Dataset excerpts
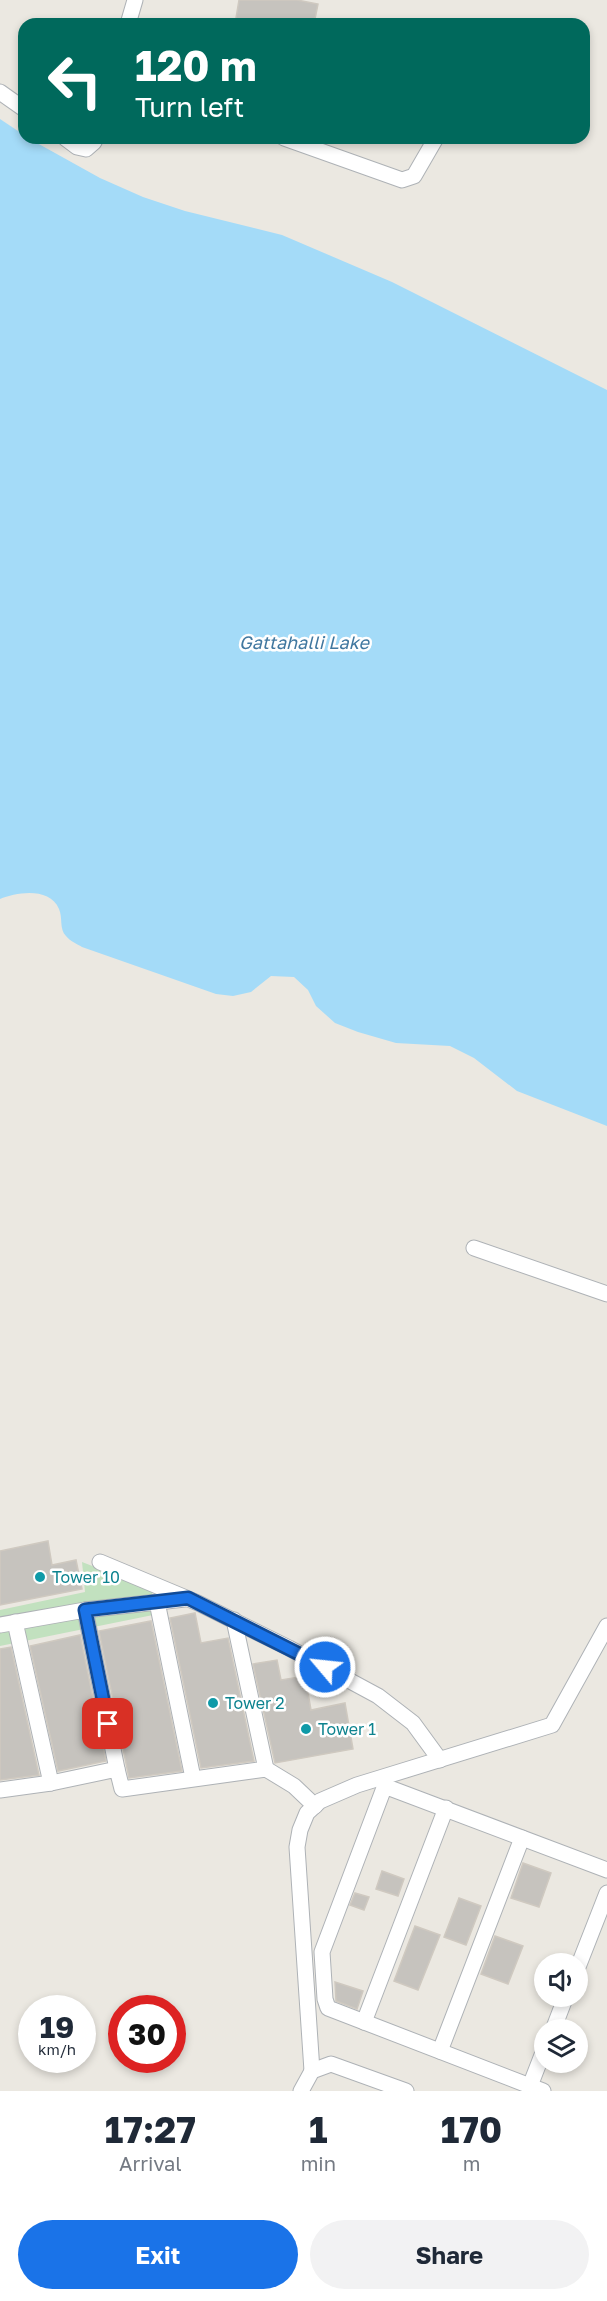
<!DOCTYPE html>
<style>
:root{--surface:#fff;--page:#f2f2f3;--text:#1f2937;--muted:#747a83;--accent:#1a73e8}
body{margin:0;font-family:"Golos Text",sans-serif;background:var(--page);color:var(--text);height:100vh;display:flex;flex-direction:column;font-size:22px;white-space:nowrap}
*{box-sizing:border-box;margin:0}
p{font-size:20px;color:var(--muted)}
.icon{flex:none;width:33px;height:33px;fill:none;stroke:currentColor;stroke-width:2;stroke-linecap:round;stroke-linejoin:round}
.map{position:relative;height:2091px;overflow:hidden}
.drawer{display:flex;flex-direction:column;background:var(--surface);flex:1}
.drawer>*{flex:none}
.hud{position:absolute;left:18px;top:18px;width:572px;height:126px;border-radius:18px;box-shadow:0 3px 9px #0003;background:#00695c;color:#fff;overflow:hidden}
.buttons{position:absolute;left:534px;top:1953px;display:grid;gap:12px}
.buttons a{display:grid;place-items:center;width:54px;height:54px;border-radius:50%;background:var(--surface);box-shadow:0 3px 9px #0003;font-size:30px}
.speed{position:absolute;left:18px;top:1995px;display:flex;gap:12px;font-size:30px;font-weight:700;text-align:center}
.speed>*{display:grid;place-content:center;width:78px;height:78px;border-radius:50%;background:var(--surface);box-shadow:0 3px 9px #0003;line-height:1}
.speed small{font-size:15px;font-weight:400}
.speed .limit{border:9px solid #d22;background:#fff;color:#111}
.pin{position:absolute;display:grid;place-items:center;width:51px;height:51px;color:#fff;margin:-26px;border-radius:12px;box-shadow:0 3px 9px #0006}
.me{position:absolute;width:66px;margin:-33px;rotate:298deg;stroke-linejoin:round;filter:drop-shadow(0 0 4px #0008)}
.turn{display:flex;align-items:center;gap:21px;height:126px;padding:0 18px;font-size:27px}
.turn .icon{width:78px;height:78px;stroke-width:2.5}
.turn b{display:block;font-size:42px;line-height:51px}
.eta{display:flex;justify-content:space-evenly;align-items:center;height:102px;text-align:center}
.eta b{font-size:36px;font-weight:700;line-height:42px}
.action{display:flex;gap:12px;margin-top:auto;padding:12px 18px}
.action a{flex:1;height:69px;border-radius:36px;background:var(--accent);color:#fff;font-size:24px;font-weight:700;line-height:69px;text-align:center}
.action a+a{background:var(--page);color:var(--text)}
.map>svg:first-child{display:block}
</style>
<div class="map">
<svg width="607" height="2091" viewBox="0 0 607 2091">
<rect width="100%" height="100%" fill="#ebe8e1"/>
<path fill="#c2e1bf" d="M82 1562 152 1589 153 1615 0 1646V1610L85 1592Z"/>
<path fill="#a4dbf8" d="M0 119 24 135V138H28L100 178 143 197 185 211 282 235 392 282 607 390V1126L517 1091 474 1058 450 1046 396 1043 358 1032 335 1023 316 1006 308 990 294 977 271 976 251 992 233 996 216 994 82 947C77 944 70 941 66 936 59 929 63 918 59 909 50 887 17 892 0 899Z"/>
<g fill="#c6c3be" stroke="#cfc9c0" stroke-width="1.5">
<path d="M239 0H297L318 4 314 24H235Z"/>
<path d="M48 1541 52 1565 76 1560 82 1589 0 1605V1551Z"/>
<path d="M195 1613 201 1643 228 1638 254 1761 201 1768 170 1618Z"/>
<path d="M151 1621 182 1771 129 1778 99 1631Z"/>
<path d="M80 1635 106 1761 58 1771 30 1646Z"/>
<path d="M11 1647 39 1775 0 1780V1649Z"/>
<path d="M277 1660 281 1680 305 1676 311 1710 345 1703 353 1749 275 1763 253 1664Z"/>
<path d="M523 1863 551 1873 539 1907 511 1898Z"/>
<path d="M382 1871 404 1879 398 1896 376 1889Z"/>
<path d="M355 1893 369 1897 364 1910 350 1905Z"/>
<path d="M459 1898 481 1906 466 1945 444 1937Z"/>
<path d="M415 1926 440 1935 418 1990 394 1981Z"/>
<path d="M495 1936 523 1946 508 1984 481 1974Z"/>
<path d="M335 1982 363 1991 357 2009 336 2001Z"/>
</g>
<g fill="none" stroke-linecap="round" stroke-linejoin="round">
<defs>
<g id="minor">
<path d="M128 24 135 0"/>
<path d="M0 92 24 109"/>
<path d="M65 138 77 147 86 149 94 142 96 138"/>
<path d="M284 138 402 180 414 176 436 138"/>
<path d="M474 1248 607 1294"/>
<path d="M100 1562 198 1603 289 1648 378 1696 413 1723 440 1760"/>
<path d="M157 1602 193 1778"/>
<path d="M85 1610 117 1769"/>
<path d="M15 1622 51 1783"/>
<path d="M0 1625 85 1610 185 1599"/>
<path d="M266 1769 294 1786 315 1806"/>
<path d="M0 1790 51 1783 117 1769 122 1789 266 1769 234 1620"/>
<path d="M578 1967 607 1893"/>
<path d="M364 2022 446 1808"/>
<path d="M553 2030 566 1996"/>
<path d="M440 2051 522 1838"/>
<path d="M312 2071 297 1847 300 1830 307 1813 320 1801 357 1785 552 1725 607 1626"/>
<path d="M530 2086 544 2050"/>
<path d="M301 2091 312 2071 331 2064 406 2091"/>
<path d="M543 2091 328 2008 325 1999 322 1952 384 1788 387 1787 607 1870"/>
</g>
</defs>
<use href="#minor" stroke="#aeb2b6" stroke-width="17"/>
<use href="#minor" stroke="#fff" stroke-width="15"/>
</g>
<g fill="none" stroke-linecap="round" stroke-linejoin="round">
<defs>
<path id="route" d="M108 1724 85 1610 188 1598 325 1667"/>
</defs>
<use href="#route" stroke="#114b97" stroke-width="15"/>
<use href="#route" stroke="#1a73e8" stroke-width="10"/>
</g>
<g fill="#0f9aa8" stroke="#fff" stroke-width="2">
<circle cx="40" cy="1577" r="6"/>
<circle cx="213" cy="1703" r="6"/>
<circle cx="306" cy="1729" r="6"/>
</g>
<g text-anchor="middle" dominant-baseline="central" stroke-width="5" stroke-linejoin="round" paint-order="stroke">
<g font-size="16" fill="#0d838f" stroke="#fff" text-anchor="start">
<text x="52" y="1577">Tower 10</text>
<text x="225" y="1703">Tower 2</text>
<text x="318" y="1729">Tower 1</text>
</g>
<g font-size="18" font-style="italic" fill="#4178a0" stroke="#fff">
<text x="304" y="642">Gattahalli Lake</text>
</g>
</g>
</svg>
<div class="buttons">
<a><svg class="icon" aria-label="sound" viewBox="0 0 24 24"><path d="M4 9h4l5-4v14l-5-4H4zM17 9q2 3 0 6"/></svg></a>
<a><svg class="icon" aria-label="layers" viewBox="0 0 24 24"><path d="M12 4l9 5-9 5-9-5zM3 14l9 5 9-5"/></svg></a>
</div>
<div class="speed"><div>19<small>km/h</small></div><div class="limit">30</div></div>
<div class="pin" style="left:108px;top:1724px;background:#d93025"><svg class="icon" aria-label="arrive" viewBox="0 0 24 24"><path d="M6 21V4h12l-3 4 3 4H6"/></svg></div>
<svg class="me" style="left:325px;top:1667px" viewBox="-20 -20 40 40"><circle r="17" fill="#1a73e8" stroke="#fff" stroke-width="3"/><path d="M0-11L8 9 0 5-8 9z" fill="#fff"/></svg>
<div class="hud">
<div class="turn"><svg class="icon" aria-label="left" viewBox="0 0 24 24"><path d="M17 20v-9H6M10 6l-5 5 5 5"/></svg><div><b>120 m</b>Turn left</div></div>
</div>
</div>
<section class="drawer">
<div class="eta">
<div><b>17:27</b><p>Arrival</p></div>
<div><b>1</b><p>min</p></div>
<div><b>170</b><p>m</p></div>
</div>
<div class="action"><a>Exit</a><a>Share</a></div>
</section>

**Aim of the exercise**
Every line above that includes the string "place" needs to be copied.

**Answer section**
.buttons a{display:grid;place-items:center;width:54px;height:54px;border-radius:50%;background:var(--surface);box-shadow:0 3px 9px #0003;font-size:30px}
.speed>*{display:grid;place-content:center;width:78px;height:78px;border-radius:50%;background:var(--surface);box-shadow:0 3px 9px #0003;line-height:1}
.pin{position:absolute;display:grid;place-items:center;width:51px;height:51px;color:#fff;margin:-26px;border-radius:12px;box-shadow:0 3px 9px #0006}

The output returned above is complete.